After the butternut mac and cheese affair, I am very willing to admit that winter squash and cheese are good friends. Which is why the idea of a cheesy pumpkin lasagna had a lot of appeal for me. I briefly considered a filling that included yet more of the cider-molasses braised pork, but in the end, I chose to make this an entirely vegetarian meal.

I was working off a recipe with a rich pumpkin cream sauce and a chard filling. I lightened up the sauce out of necessity—no cream and just a small amount of cheese on hand—and pumped up the filling with a mix of cooking greens (everything from turnip, radish and kohlrabi greens to kale), onion, garlic, and cream cheese. I even included a handful of leftover Great Northern beans in homage to that traditional Italian idea of greens and beans.

However, in the back of my mind was the new episode of Good Eats I had just watched, in which Alton Brown discussed the three sisters of historic North American agriculture: corn, squash and beans. I was already using two of the three in my lasagna, so I decided I ought to incorporate corn in some way. If I had not already mixed up my pasta dough, I might have attempted a corn-based pasta using masa harina, but as it was, I opted to thicken the sauce’s roux with a combination of all-purpose flour and masa, which lent a slightly reduced thickening power but a mild corny flavor that played well with the sweet pumpkin and nutty cheeses.

The lasagna baked up luminously orange, bubbly, brown, and very rich. While it settled, I whipped up a bright salad using lettuce, baby spinach and French breakfast radishes from the community garden, dressed with a vinaigrette of Comice pear pureed with thyme, mustard, garlic, white balsamic vinegar and olive oil. The sweetness of the pear really helped balance those peppery radishes, and I threw in a few toasted seeds from that same pumpkin for crunch and synergy.

Lasagna Tre Sorelle

1 recipe fresh pasta dough or dry lasagna noodles

3 T butter
2 T all-purpose flour
2 T masa harina
3 C milk, or a combination of milk and stock (I used 1% milk and about 1/2 C leftover chicken stock)
1 C pumpkin puree
1/2 C grated Parmesan or Grana Padano
pinch of freshly grated nutmeg
pinch of cayenne or chipotle powder

2 T olive oil
1/2 a red onion, chopped
1 tsp garlic, minced
1 C cooking greens (measured after cleaning, chopping, blanching and squeezing very dry—or use frozen spinach, thawed and drained well)
4 oz cream cheese
1/2 C cooked or canned white beans
1/2 C Gruyere, grated
pinch of freshly grated nutmeg

Additional grated Gruyere and Parmesan or Grana Padano

Make the pumpkin cream sauce: Melt the butter in a large saucepan and stir in the all-purpose flour and masa until thick and bubbly. Pour in the milk and stir over medium low heat until thickened to the consistency of heavy cream, then add the pumpkin, seasonings and cheese. Add salt and pepper to taste. Set aside and keep warm.

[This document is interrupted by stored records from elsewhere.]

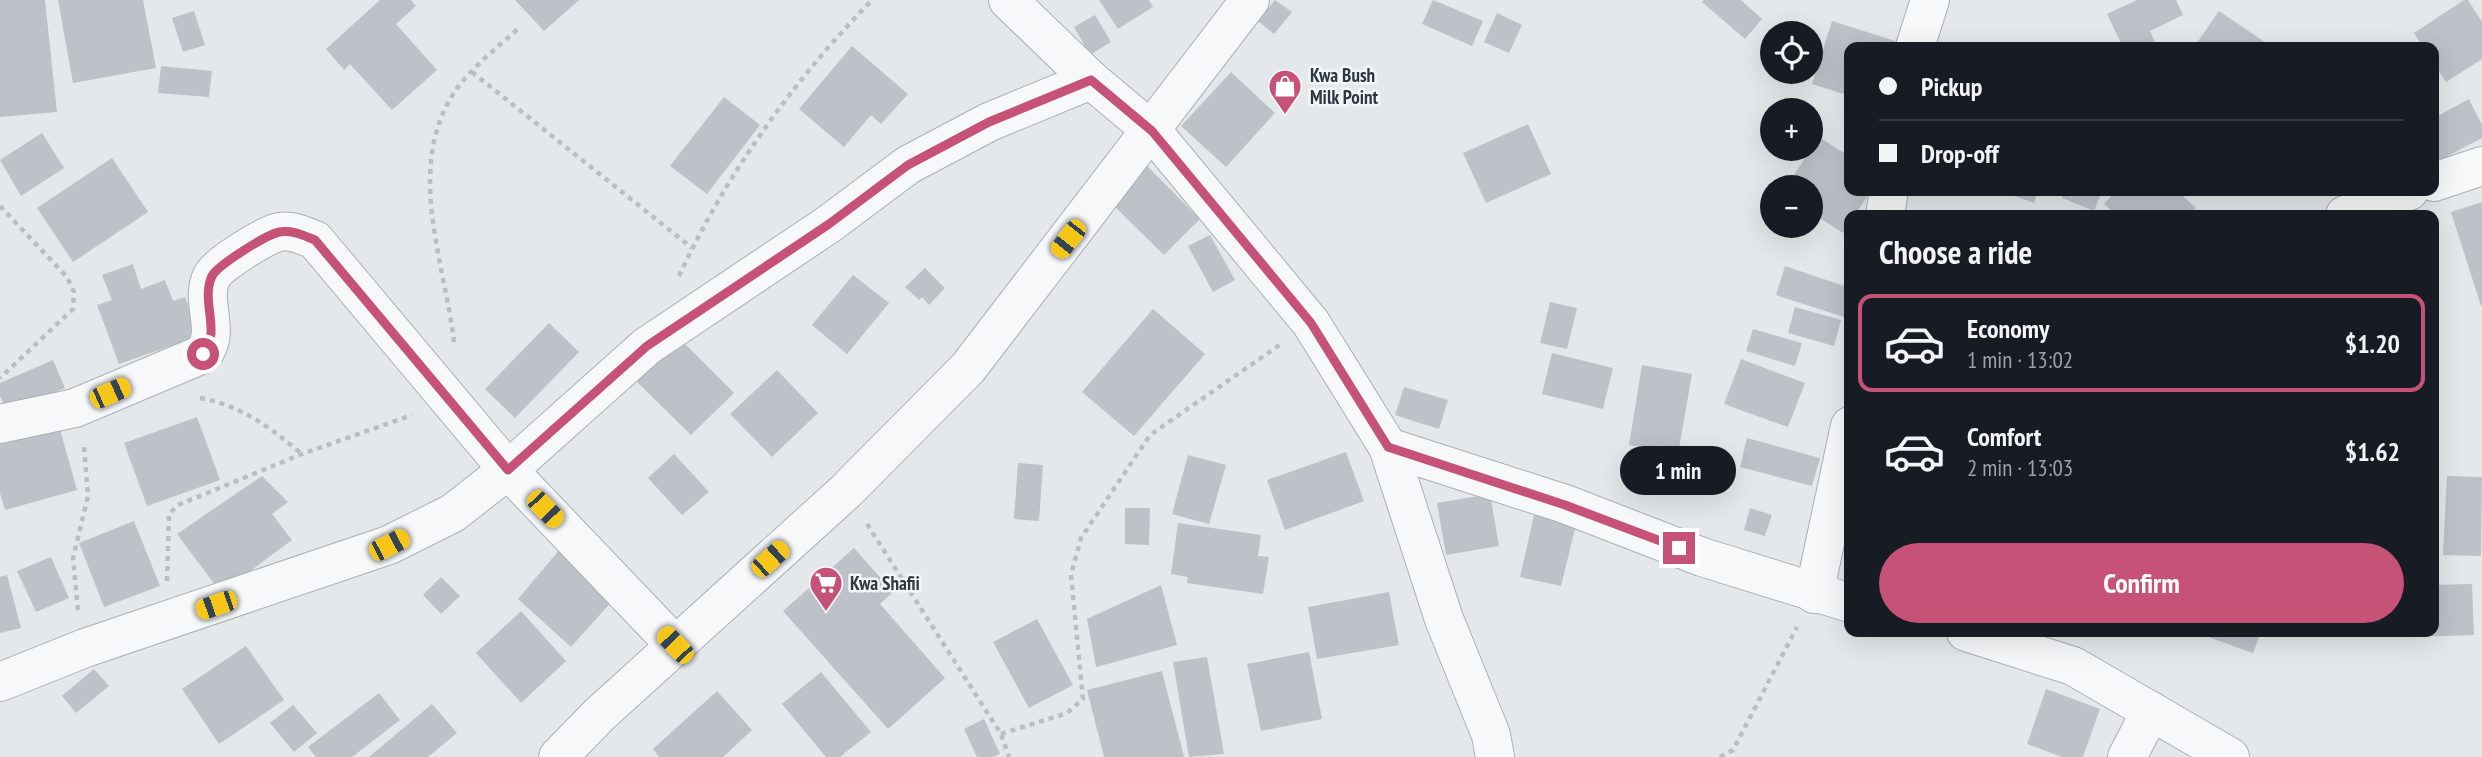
<!DOCTYPE html>
<html lang="en">
<head>
<meta charset="utf-8">
<style>
	body { margin:0; font-family:"PT Sans Narrow",sans-serif; background:#20242c; color:#f1f3f6; height:100vh; display:flex; flex-direction:column; font-size:26px; white-space:nowrap }
	* { box-sizing:border-box; margin:0 }
	p { font-size:23px; color:#9ea1a6 }
	.icon { flex:none; width:38px; height:38px; fill:none; stroke:currentColor; stroke-width:2; stroke-linecap:round; stroke-linejoin:round }
	.map { position:relative; flex:1; overflow:hidden }
	.sheet { position:absolute; left:1844px; top:210px; width:595px; height:427px; display:flex; flex-direction:column; background:#171b24; border-radius:14px; box-shadow:0 7px 28px #0002 }
	.sheet>* { flex:none }
	.top-card { position:absolute; left:1844px; top:42px; width:595px; height:154px; border-radius:14px; box-shadow:0 7px 28px #0002; display:grid; align-content:center; height:154px; padding:0 35px; background:#171b24 }
	.fabs { position:absolute; left:1760px; top:21px; display:grid; gap:14px }
	.fabs a { display:grid; place-items:center; width:63px; height:63px; border-radius:50%; background:#171b24; box-shadow:0 7px 28px #0002; font-size:35px }
	.end { position:absolute; width:32px; height:32px; margin:-16px; border:9px solid #c75277; background:#fff; box-shadow:0 0 0 4px #fff }
	.from { border-radius:50% }
	.bubble { position:absolute; height:49px; border-radius:24px; background:#171b24; box-shadow:0 7px 28px #0002; font-size:23px; font-weight:700; line-height:49px; text-align:center }
	.car { position:absolute; width:21px; height:42px; margin:-21px -10px; border-radius:9px; box-shadow:0 0 5px 2px #0007; background:linear-gradient(#f5c518 24%,#345 0 40%,#f5c518 0 76%,#345 0 86%,#f5c518 0) }
	.top-card b { display:flex; align-items:center; gap:24px; height:66px; font-size:26px }
	.top-card b+b { border-top:2px solid #363941 }
	.top-card i { width:18px; height:18px; background:#f1f3f6 }
	ul { padding:0; list-style:none }
	li { display:flex; align-items:center; gap:21px; height:98px; margin:0 14px 10px; padding:0 21px; border:4px solid transparent; border-radius:14px }
	li div { flex:1 }
	li b { display:block; font-size:26px }
	li em { font-style:normal; font-weight:700 }
	li.active { border-color:#c75277 }
	li>.icon { width:63px; height:63px; stroke-width:1.5 }
	h2 { padding:0 35px; font-size:32px; line-height:84px }
	.button { display:flex; gap:14px; margin-top:auto; padding:14px 35px }
	.button a { flex:1; height:80px; border-radius:42px; background:#c75277; color:#fff; font-size:28px; font-weight:700; line-height:80px; text-align:center }
	.map>svg:first-child { display:block }
	.building { fill:#bcc2c8 }
	.lines { fill:none; stroke-linecap:round; stroke-linejoin:round }
	.minor-casing { stroke:#a9b0b5; stroke-width:40 }
	.path { stroke:#babec2; stroke-width:4.5; stroke-dasharray:5 5; stroke-linecap:butt }
	.minor { stroke:#f7f8f9; stroke-width:38 }
	.route { stroke:#c75277; stroke-width:9 }
	.labels { text-anchor:middle; stroke-width:5; stroke-linejoin:round; paint-order:stroke }
	.poi-label { font-size:19px; font-weight:bold; fill:#2d3843; stroke:#f4f6f8; text-anchor:start }
</style>
</head>
<body>
<div class="map">
<svg width="2482" height="757" viewBox="0 0 2482 757">
	<rect width="100%" height="100%" fill="#e4e8eb"/>
	<g class="building">
		<polygon points="0,0 45,0 57,112 0,117"/>
		<polygon points="58,0 143,0 156,68 73,83"/>
		<polygon points="380,0 411,0 416,6 396,24 437,70 392,110 350,64 344,70 326,49"/>
		<polygon points="515,0 579,0 544,31"/>
		<polygon points="1099,0 1149,0 1153,7 1118,29"/>
		<polygon points="1275,0 1292,12 1274,34 1258,21"/>
		<polygon points="1433,0 1483,21 1472,46 1422,24"/>
		<polygon points="1704,0 1741,0 1762,19 1745,39 1702,2"/>
		<polygon points="2137,0 2176,0 2183,15 2150,31 2157,47 2123,47 2107,14"/>
		<polygon points="2464,0 2468,0 2482,22 2482,59 2446,82 2434,64 2434,47 2423,47 2414,33"/>
		<polygon points="194,11 205,45 183,52 172,18"/>
		<polygon points="2219,11 2272,47 2194,47"/>
		<polygon points="1497,13 1522,25 1509,53 1484,42"/>
		<polygon points="1095,15 1111,42 1090,55 1074,27"/>
		<polygon points="1832,21 1908,45 1907,47 1850,47 1850,96 1812,84"/>
		<polygon points="852,46 908,94 881,124 871,115 844,147 799,109"/>
		<polygon points="161,66 212,71 209,97 158,93"/>
		<polygon points="1231,72 1275,113 1226,167 1181,126"/>
		<polygon points="724,97 760,125 707,194 670,166"/>
		<polygon points="2469,99 2482,125 2482,138 2440,160 2434,150 2434,118"/>
		<polygon points="1528,124 1551,174 1486,203 1463,153"/>
		<polygon points="42,133 64,168 21,196 0,160"/>
		<polygon points="1819,137 1850,157 1850,191 1871,191 1855,215 1850,215 1850,223 1843,233 1811,212 1811,187 1786,187"/>
		<polygon points="112,158 148,212 73,262 37,208"/>
		<polygon points="1147,166 1200,219 1164,255 1111,203"/>
		<polygon points="2000,191 2038,191 2034,203"/>
		<polygon points="2065,191 2102,191 2094,211 2062,198"/>
		<polygon points="2116,191 2177,191 2196,208 2189,215 2117,215 2104,204"/>
		<polygon points="2482,202 2482,306 2481,306 2451,212"/>
		<polygon points="1210,235 1235,280 1213,292 1188,246"/>
		<polygon points="133,264 141,289 165,280 173,301 185,297 199,336 119,364 97,305 112,300 102,275"/>
		<polygon points="1785,266 1850,288 1850,319 1776,295"/>
		<polygon points="925,268 945,288 929,305 922,297 919,300 905,287"/>
		<polygon points="853,275 889,303 847,354 812,325"/>
		<polygon points="1550,302 1577,308 1567,349 1540,343"/>
		<polygon points="1795,307 1841,320 1834,346 1788,333"/>
		<polygon points="1153,309 1205,354 1134,436 1082,392"/>
		<polygon points="549,323 579,352 515,418 485,389"/>
		<polygon points="1753,329 1802,343 1795,366 1746,351"/>
		<polygon points="674,333 734,393 691,435 630,375"/>
		<polygon points="1552,353 1613,368 1603,409 1542,394"/>
		<polygon points="1741,359 1805,383 1788,427 1724,404"/>
		<polygon points="53,360 65,388 7,412 0,396 0,383"/>
		<polygon points="1642,365 1692,374 1678,454 1629,445"/>
		<polygon points="777,370 818,413 772,457 730,414"/>
		<polygon points="1404,387 1448,400 1439,429 1395,415"/>
		<polygon points="197,417 220,480 147,506 124,443"/>
		<polygon points="58,422 77,490 5,510 0,493 0,437"/>
		<polygon points="1747,438 1820,458 1812,486 1740,467"/>
		<polygon points="1346,452 1364,501 1285,530 1267,480"/>
		<polygon points="674,454 709,492 682,515 648,478"/>
		<polygon points="1188,455 1226,465 1209,524 1172,514"/>
		<polygon points="1018,463 1043,465 1039,521 1014,519"/>
		<polygon points="262,476 288,502 272,514 292,540 221,593 177,534"/>
		<polygon points="2447,476 2482,477 2481,556 2443,555"/>
		<polygon points="1490,494 1499,546 1446,555 1437,503"/>
		<polygon points="1125,508 1150,508 1149,545 1125,544"/>
		<polygon points="1750,508 1772,515 1765,536 1744,530"/>
		<polygon points="1534,515 1576,525 1561,586 1520,577"/>
		<polygon points="134,521 160,586 104,607 79,543"/>
		<polygon points="1178,523 1261,535 1258,556 1269,557 1263,594 1187,583 1188,577 1171,574"/>
		<polygon points="854,548 893,592 880,604 945,678 888,729 783,611"/>
		<polygon points="560,549 614,599 571,647 518,599"/>
		<polygon points="51,557 69,598 36,612 17,571"/>
		<polygon points="7,575 21,628 0,633 0,577"/>
		<polygon points="441,577 460,596 441,614 423,595"/>
		<polygon points="2472,584 2474,635 2412,637 2412,632 2434,632 2434,585"/>
		<polygon points="1161,585 1177,645 1096,667 1087,619"/>
		<polygon points="1389,592 1399,645 1317,659 1308,607"/>
		<polygon points="521,611 566,661 521,703 476,653"/>
		<polygon points="1037,619 1073,685 1029,708 993,642"/>
		<polygon points="2194,632 2261,632 2253,653"/>
		<polygon points="246,646 284,700 219,744 182,689"/>
		<polygon points="1309,652 1322,719 1261,731 1247,664"/>
		<polygon points="1207,657 1224,754 1189,757 1173,662"/>
		<polygon points="94,669 109,686 76,713 62,696"/>
		<polygon points="1162,671 1184,757 1104,757 1087,690"/>
		<polygon points="821,672 871,732 840,757 826,757 782,704"/>
		<polygon points="2046,689 2100,709 2083,757 2062,757 2027,744"/>
		<polygon points="717,691 752,730 723,757 659,757 653,749"/>
		<polygon points="379,693 400,720 352,757 316,757 308,747"/>
		<polygon points="432,704 457,733 428,757 369,757"/>
		<polygon points="293,705 317,733 294,752 270,723"/>
		<polygon points="984,719 1000,754 992,757 977,757 964,729"/>
	</g>
	<g class="lines">
		<defs>
			<g id="minor">
				<polyline points="1008,0 1091,80 1152,131 1311,323 1388,447 1444,619 1491,735 1495,757"/>
				<polyline points="1915,47 1930,0"/>
				<polyline points="2434,182 2482,166"/>
				<polyline points="1885,215 1889,191"/>
				<polyline points="2345,215 2409,191"/>
				<path d="M0,424L75,408L203,354C222,331 199,302 212,276C218,264 266,235 279,232C293,230 302,235 315,240L508,470L675,645"/>
				<polyline points="1388,447 1565,504 1702,557 1850,603"/>
				<polyline points="1814,594 1850,426"/>
				<polyline points="1966,632 2073,666 2230,757"/>
				<polyline points="0,682 85,648 389,545 453,513 508,470 647,346 829,224 908,165 989,122 1091,80"/>
				<polyline points="558,757 600,714 846,491 968,368 1250,0"/>
				<polyline points="2127,757 2151,711"/>
			</g>
		</defs>
		<use href="#minor" class="minor-casing"/>
		<g class="path">
			<polyline points="472,72 692,248"/>
			<polyline points="0,206 67,277 74,292 73,309 0,378"/>
			<path d="M679,276C727,173 793,81 872,0"/>
			<path d="M454,342C445,264 408,176 449,101C465,72 496,49 520,27"/>
			<path d="M200,398C243,406 269,427 302,454"/>
			<polyline points="867,524 1001,734 1009,757"/>
			<polyline points="167,581 169,514 178,505 302,454 412,415"/>
			<polyline points="78,610 73,558 88,496 84,446"/>
			<polyline points="1001,734 1067,713 1083,699 1071,575 1081,538 1150,435 1281,344"/>
			<polyline points="1720,757 1733,750 1797,627"/>
		</g>
		<use href="#minor" class="minor"/>
	</g>
	<g class="lines">
		<path class="route" d="M203,354C222,331 200,302 212,276C218,265 266,235 279,232C293,230 302,235 315,240L508,470L647,346L829,224L908,165L989,122L1091,80L1152,131L1311,323L1388,447L1565,505L1679,548"/>
	</g>
	<defs>
		<symbol id="shop-pin" viewBox="-11 -11 22 30"><path d="M0 17L-7.5 6A9.5 9.5 0 1 1 7.5 6Z" fill="#c75277" stroke="#f4f6f8"/><path d="M-5-2.5h2.3a2.7 3.5 0 0 1 5.4 0H5L5.5 6h-11ZM-1.5-2.5h3a1.5 2.3 0 0 0-3 0Z" fill="#fff"/></symbol>
		<symbol id="supermarket-pin" viewBox="-11 -11 22 30"><path d="M0 17L-7.5 6A9.5 9.5 0 1 1 7.5 6Z" fill="#c75277" stroke="#f4f6f8"/><path d="M-6-5.5h2.5l.6 2H6L4.5 2H-2.5L-4.4-4H-6ZM-1.5 3.2a1.3 1.3 0 1 0 .1 0ZM3 3.2a1.3 1.3 0 1 0 .1 0Z" fill="#fff"/></symbol>
	</defs>
	<g fill-rule="evenodd">
		<use href="#shop-pin" x="1266" y="67" width="38" height="52"/>
		<use href="#supermarket-pin" x="807" y="564" width="38" height="52"/>
	</g>
	<g class="labels">
		<g class="poi-label">
			<text x="1310" y="82">Kwa Bush<tspan x="1310" dy="22">Milk Point</tspan></text>
			<text x="850" y="590">Kwa Shafii</text>
		</g>
	</g>
</svg>
<div class="fabs">
<a><svg class="icon" aria-label="locate" viewBox="0 0 24 24"><circle cx="12" cy="12" r="6"/><path d="M12 2v4M12 18v4M2 12h4M18 12h4"/></svg></a>
<a>+</a>
<a>−</a>
</div>
<i class="end from" style="left:203px;top:354px"></i>
<i class="end" style="left:1679px;top:548px"></i>
<div class="bubble" style="left:1620px;top:446px;width:116px">1 min</div>
<i class="car" style="left:1068px;top:239px;rotate:218deg"></i>
<i class="car" style="left:110px;top:393px;rotate:66deg"></i>
<i class="car" style="left:545px;top:509px;rotate:136deg"></i>
<i class="car" style="left:389px;top:545px;rotate:63deg"></i>
<i class="car" style="left:770px;top:559px;rotate:48deg"></i>
<i class="car" style="left:216px;top:605px;rotate:251deg"></i>
<i class="car" style="left:675px;top:645px;rotate:316deg"></i>
<div class="top-card">
<b><i class="from"></i>Pickup</b>
<b><i></i>Drop-off</b>
</div>
<section class="sheet">
<h2>Choose a ride</h2>
<ul>
<li class="active"><svg class="icon" aria-label="car" viewBox="0 0 24 24"><path d="M5 17H2v-5l4-1 3-4h7l3 4 3 1v5h-3M9 17h6M6 11h13"/><circle cx="7" cy="17" r="2"/><circle cx="17" cy="17" r="2"/></svg><div><b>Economy</b><p>1 min · 13:02</p></div><em>$1.20</em></li>
<li><svg class="icon" aria-label="car" viewBox="0 0 24 24"><path d="M5 17H2v-5l4-1 3-4h7l3 4 3 1v5h-3M9 17h6M6 11h13"/><circle cx="7" cy="17" r="2"/><circle cx="17" cy="17" r="2"/></svg><div><b>Comfort</b><p>2 min · 13:03</p></div><em>$1.62</em></li>
</ul>
<div class="button"><a>Confirm</a></div>
</section>
</div>
</body>
</html>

Make the greens filling: In a skillet, saute the onion and garlic in olive oil over medium heat until tender, then add the greens and a pinch of salt and nutmeg, and cook for several minutes until heated through. Turn off the heat and add the beans and cream cheese, using the back of your spoon to mash them up a little until the cream cheese melts. Gently stir in the Gruyere and set aside.

Roll out your pasta into sheets of an appropriate size for your 7×10 casserole dish, cook until al dente in boiling water; then drain, chill briefly in an ice water bath to stop cooking, and lay out on a towel to blot. Or cook lasagna noodles according to the package directions. Preheat the oven to 400F.

Assemble the lasagna: Spoon about a quarter cup of the pumpkin sauce into the bottom of your casserole and cover it generously with pasta. Spread about a third of your filling over the pasta, grate on a little more cheese if desired, and drizzle on a ladleful of pumpkin sauce. Repeat these layers two more times, ending with pasta, sauce, and plenty more cheese.

Bake at 400F for 20-30 minutes, until the cheese is golden brown on top and the sauce is very bubbly. Allow to rest for 10-15 minutes before serving, and serve with a salad on a cold night.